The truth is nothing but a group of pixels, the result of a digital zoom on blurred faces. The camera filming the members of a people's jury present at a murder trial is as lost as they are in a labyrinth of evidence, images, and witnesses, incapable of filming anything but its own disintegration.
EL JURADO / THE JURY by Jean Pierre Rehm
A high angle extreme close-up shot of a woman’s face. So deeply focused she is biting her nails while listening. What is she listening to? Some voices being exchanged through microphones, pointing out a homicide case. As the title indicates, this is a trial, in which the woman is a juror. We are watching someone listening to something, without seeing what she can see (magistrates, policemen, experts, etc.) although hearing everything the same way she does.

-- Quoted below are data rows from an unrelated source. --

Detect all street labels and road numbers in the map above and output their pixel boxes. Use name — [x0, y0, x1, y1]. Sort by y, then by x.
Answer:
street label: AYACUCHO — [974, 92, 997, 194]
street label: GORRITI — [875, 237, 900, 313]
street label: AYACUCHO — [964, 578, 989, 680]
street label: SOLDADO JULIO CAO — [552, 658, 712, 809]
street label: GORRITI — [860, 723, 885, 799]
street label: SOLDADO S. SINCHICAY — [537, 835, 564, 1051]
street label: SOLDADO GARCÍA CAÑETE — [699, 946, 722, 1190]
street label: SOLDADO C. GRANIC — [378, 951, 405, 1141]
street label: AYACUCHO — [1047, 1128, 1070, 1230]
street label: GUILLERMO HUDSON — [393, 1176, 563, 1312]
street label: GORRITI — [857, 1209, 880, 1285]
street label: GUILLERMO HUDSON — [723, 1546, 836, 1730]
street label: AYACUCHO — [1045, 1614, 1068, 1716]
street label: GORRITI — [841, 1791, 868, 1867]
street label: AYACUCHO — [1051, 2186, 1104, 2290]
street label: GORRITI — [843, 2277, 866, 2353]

We can hear the words while watching the effect they produce on someone else: we are both listening and surveying the listening process. She is our mirror image. The situation is even more critical as she is not a passive spectator. Her duty? To discern the significant facts and return a veredict. As we scrutinise her (a juror suddenly becoming the one being tried) a highly selective attention can be observed: a strain towards truth and justice.

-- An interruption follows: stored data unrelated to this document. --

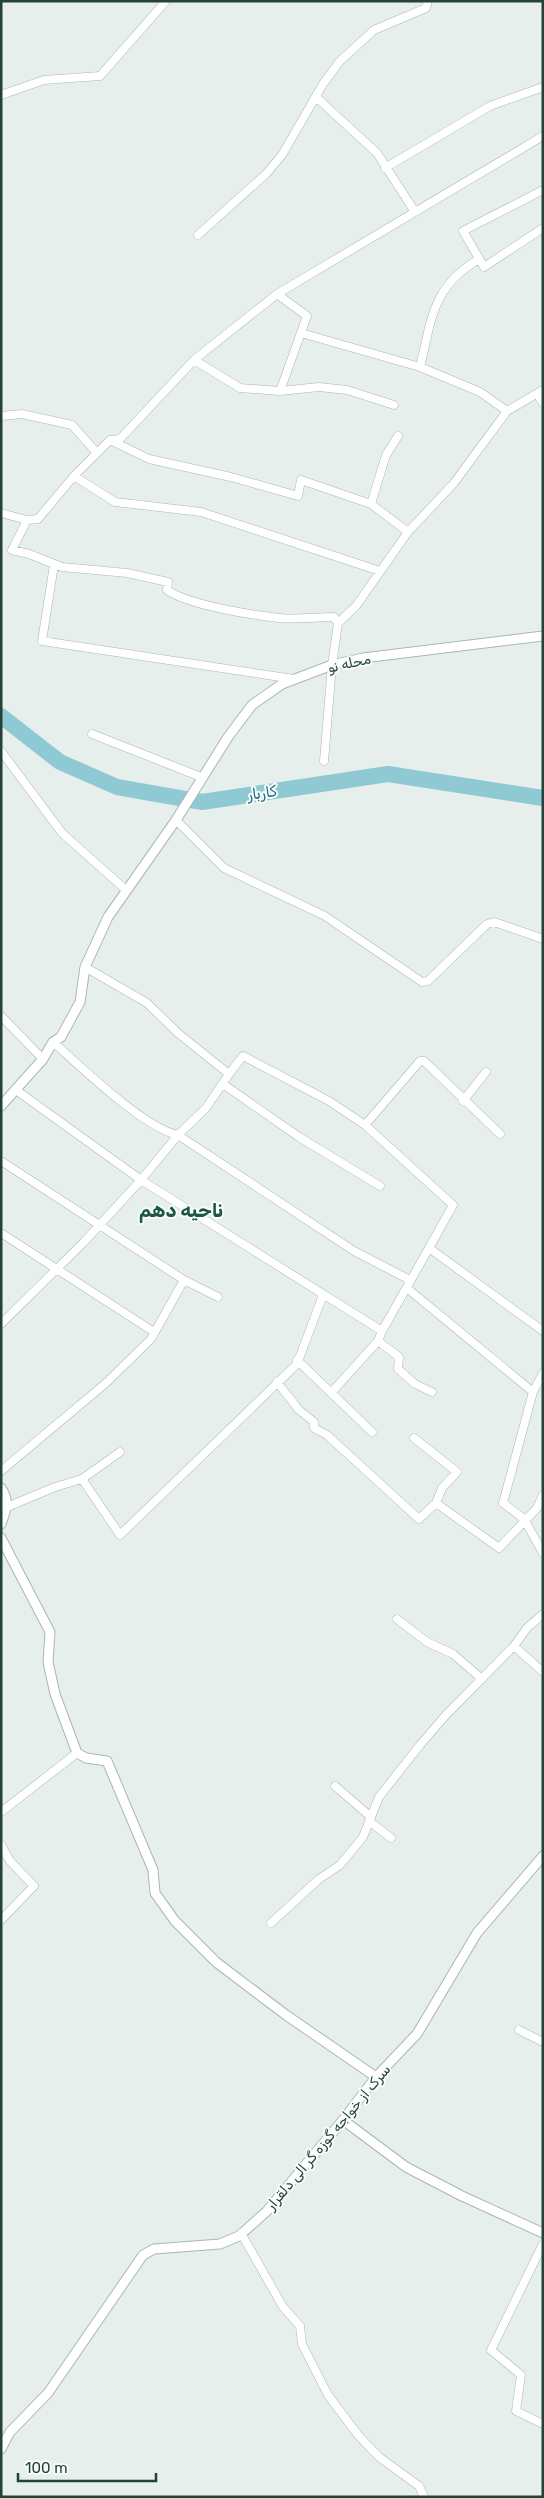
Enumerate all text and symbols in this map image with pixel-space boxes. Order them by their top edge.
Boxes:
street label: محله نو [326,650,373,677]
water label: کاربار [245,782,278,804]
district label: ناحیه دهم [139,1199,223,1223]
street label: سرک از خواجه گوزه گر الی دلقرار [262,2061,394,2214]
scale bar [18,2450,155,2482]
text: 100 m [25,2459,67,2477]

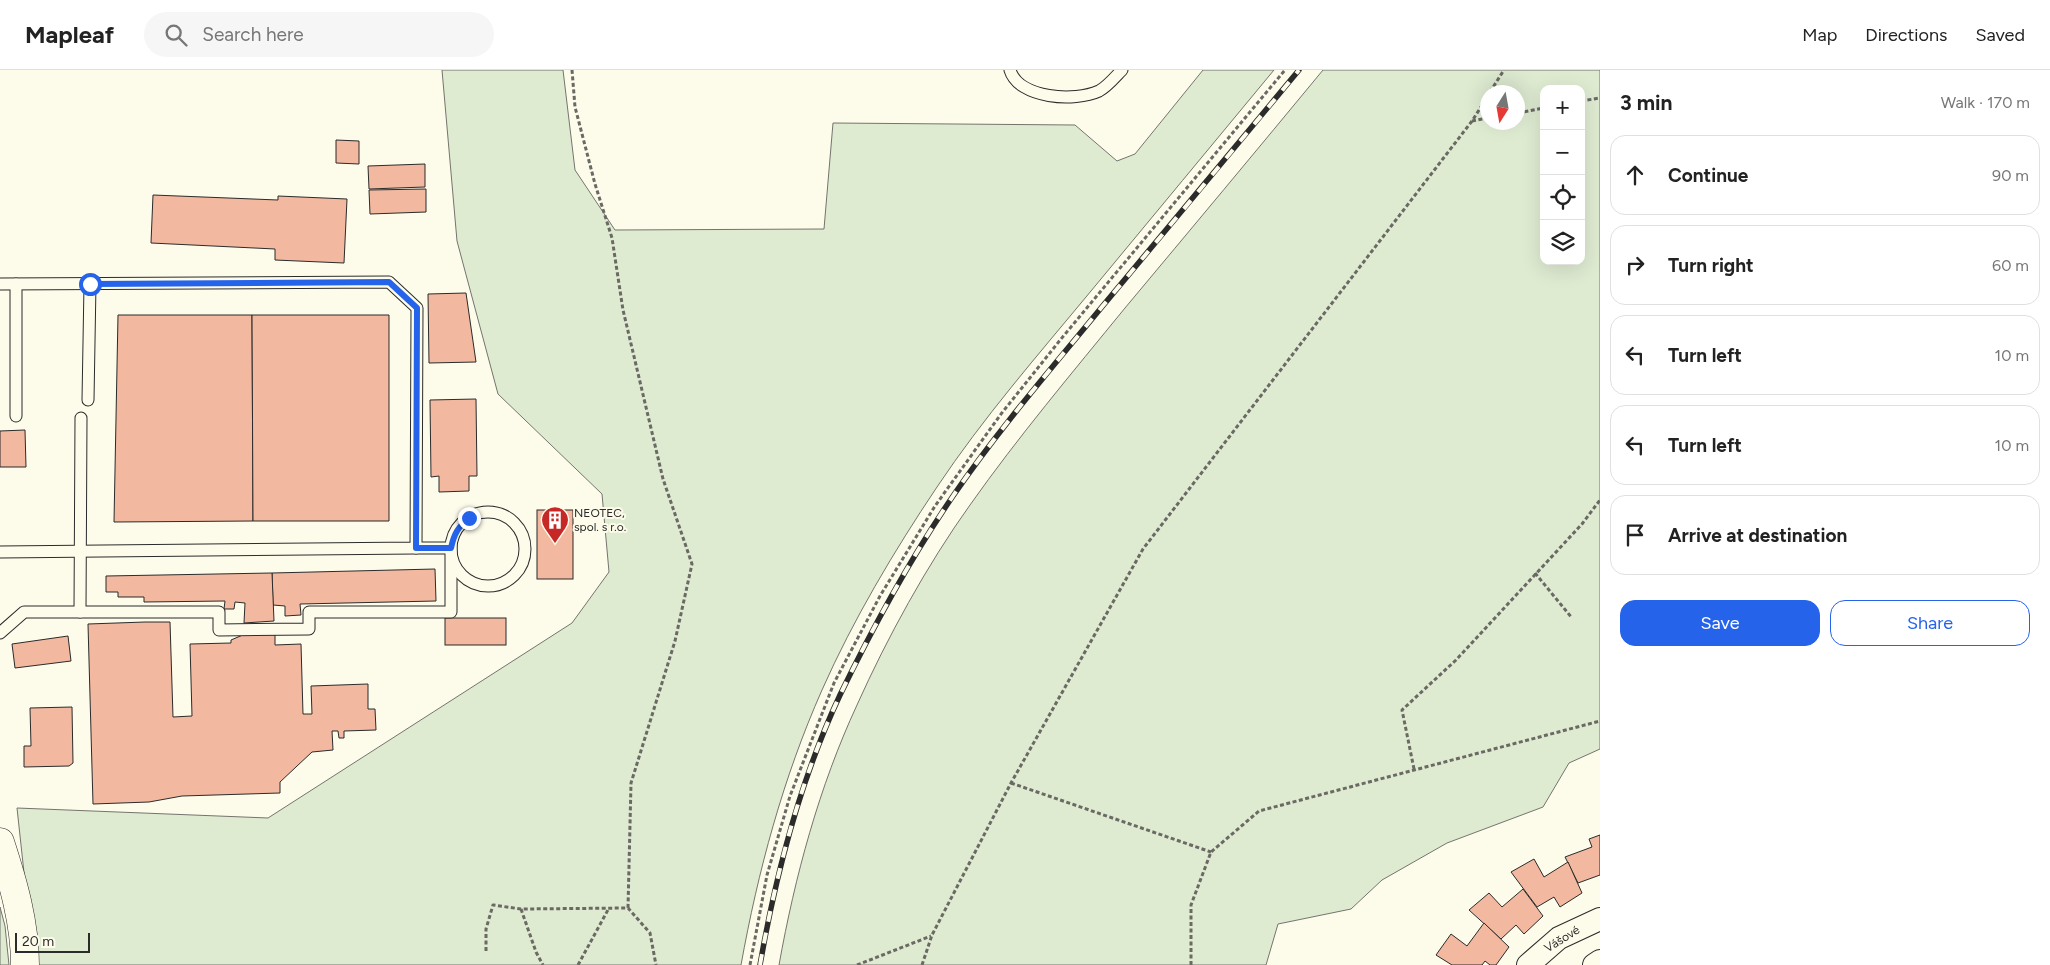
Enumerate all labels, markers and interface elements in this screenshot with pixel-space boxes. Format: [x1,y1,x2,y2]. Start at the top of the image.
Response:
search box [144,12,494,57]
text: Mapleaf [25,20,114,49]
icon: search [162,21,190,49]
text: Search here [202,23,304,46]
text: Map [1802,24,1837,46]
text: Directions [1865,24,1947,46]
text: Saved [1975,24,2025,46]
north arrow [1480,85,1525,130]
map controls [1540,85,1585,265]
button: + [1540,85,1585,130]
text: 3 min [1620,90,1672,115]
text: Walk · 170 m [1941,93,2030,112]
button: − [1540,130,1585,175]
icon: ahead [1621,161,1649,189]
text: Continue [1668,164,1748,187]
text: 90 m [1992,166,2029,185]
button: locate [1540,175,1585,220]
button: layers [1540,220,1585,265]
icon: right [1621,251,1649,279]
text: Turn right [1668,254,1754,277]
text: 60 m [1992,256,2029,275]
route start [79,273,102,296]
icon: left [1621,341,1649,369]
text: Turn left [1668,344,1742,367]
text: 10 m [1995,346,2029,365]
icon: left [1621,431,1649,459]
text: Turn left [1668,434,1742,457]
text: 10 m [1995,436,2029,455]
building icon: NEOTEC, spol. s r.o. [540,505,570,544]
place label: NEOTEC, spol. s r.o. [574,506,626,534]
route end [458,507,481,530]
icon: arrive [1621,521,1649,549]
text: Arrive at destination [1668,524,1847,547]
button: Save [1620,600,1820,646]
button: Share [1830,600,2030,646]
street label: Vášové [1542,922,1583,955]
scale bar [15,930,90,953]
text: 20 m [22,933,54,950]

Finally, being bereft of what she can see, we will inevitably make it up: a mental film as a rival to the ongoing picture. The labyrinthine effect of the information we can hear is therefore increassed: What image could match such and such word? What does this uncouth solicitor look like? What about the deep-voiced judge? Is the defendant in? Technical problems, mentioned during the hearing and failing to produce certains images and sounds, comically echo our own struggle to picture the scenes. A trial as an opportunity to obstruct the truth from being brought out: this is cinema teaching us a lesson.